では、どんなやり方がいいのか? という話をする前に、ちょっと考えてみましょう。

この連載の第5回「計画通りいかないのが仕事。それでも計画は役に立つ」では、突発的にやってくる「予定外の仕事」の話をしました。仕事に集中しているときに「予定外の仕事」が飛び込んできて、仕事を中断させられる……。そういうことが多いと、仕事の効率は確実に下がりますし、「仕事に集中できない!」とイライラすることもあります。

ただ、それらの「予定外の仕事」は向こうからやってくるものですし、自分で簡単にはコントロールできません。仕方ない面もあるんですね。

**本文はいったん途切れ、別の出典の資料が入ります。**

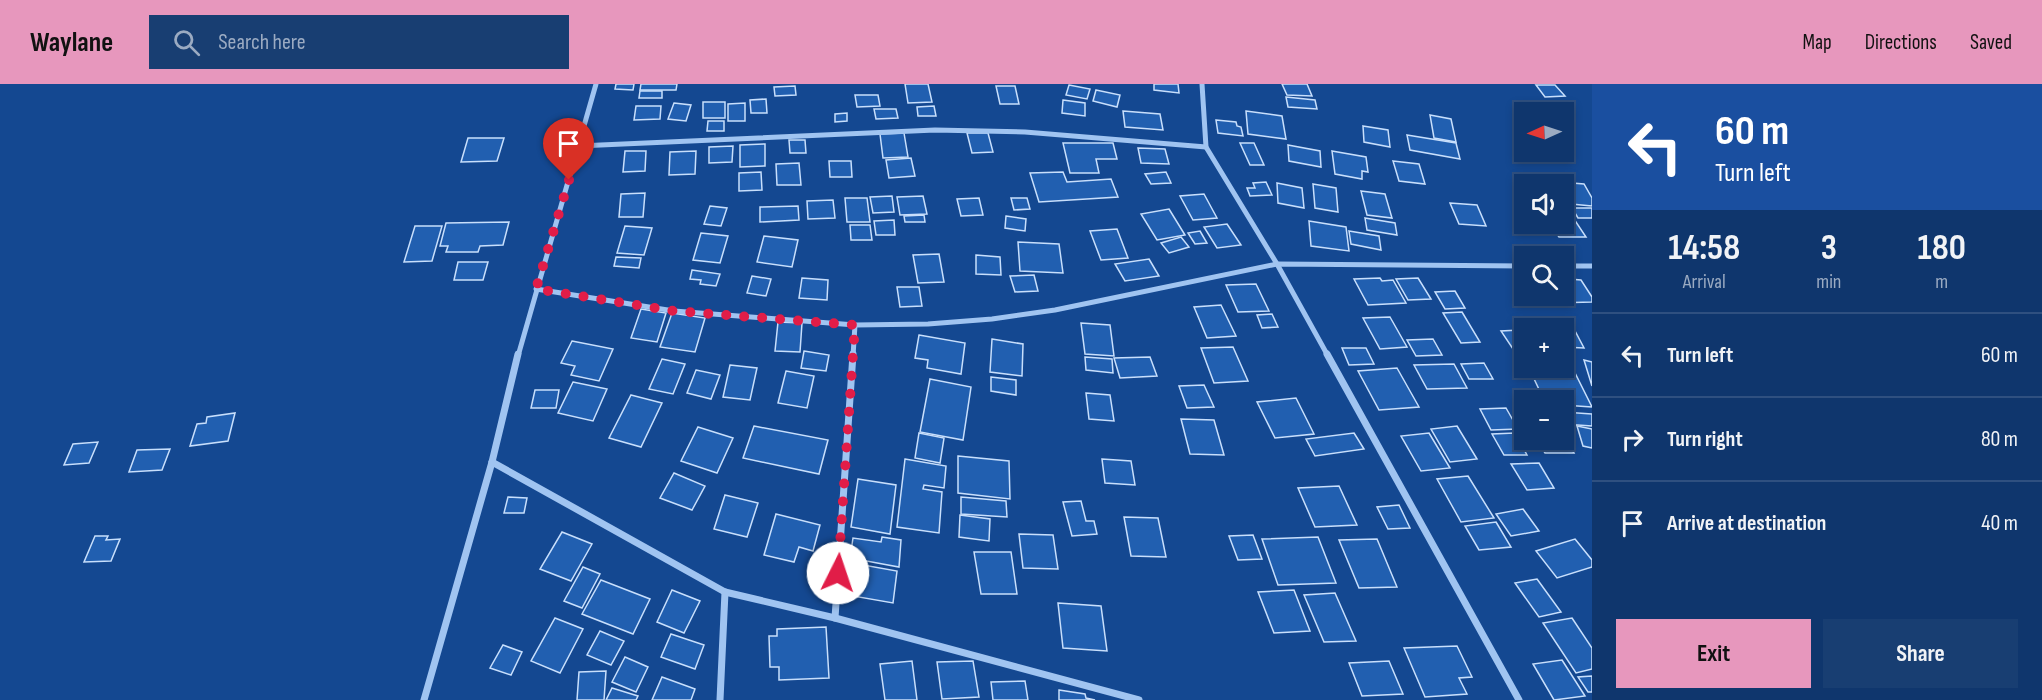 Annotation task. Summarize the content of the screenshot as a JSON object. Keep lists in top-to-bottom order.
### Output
{
  "north": "left",
  "page": {
    "header": "Waylane",
    "search": "Search here",
    "nav": ["Map", "Directions", "Saved"],
    "turn": ["60 m", "Turn left"],
    "map_buttons": ["+", "−"],
    "eta": [
      "14:58",
      "Arrival",
      "3",
      "min",
      "180",
      "m"
    ],
    "list": [
      {
        "name": "Turn left",
        "value": "60 m"
      },
      {
        "name": "Turn right",
        "value": "80 m"
      },
      {
        "name": "Arrive at destination",
        "value": "40 m"
      }
    ],
    "buttons": ["Exit", "Share"]
  }
}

一方、メールの場合、自分の仕事を中断してしまっているのは、自分自身です。不思議なもので、他人に仕事を中断させられるとイライラする人も、メールのせいで仕事を中断することには無頓着であることが多いです。無意識のうちにメールに振り回されているんですね。まずはこれを変えていかなければいけません。

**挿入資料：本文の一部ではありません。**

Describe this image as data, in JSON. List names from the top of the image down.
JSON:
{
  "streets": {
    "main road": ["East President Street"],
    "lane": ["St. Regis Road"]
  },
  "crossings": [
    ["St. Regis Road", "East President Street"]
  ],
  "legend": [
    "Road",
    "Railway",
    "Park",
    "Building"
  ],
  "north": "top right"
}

そのためには、仕事を中断するきっかけになるメールの受信通知機能をオフにするのがおすすめです。これはメールソフトで設定することができます。

メールの受信通知をオフにすると、自分のタイミングでメールを見ることができます。おすすめは仕事に一区切りがつくまではメールを見ない。一区切りついたところでメールを確認するというやり方です。

一区切りというのは、ひとつのタスクが終わったところでもいいですし、複数のタスクを終わらせたときでも構いません。ちょっと長いタスクの場合は、タスクの中で一区切りついたときでも構いません。その間隔は、私の場合で30分から90分くらいが多く、長くても2時間程度です。この程度なら「メールの返信が遅い」とは言われません。普段も会議などでこの程度の時間があくことはあるわけですから、この程度の遅れは許してもらいましょう。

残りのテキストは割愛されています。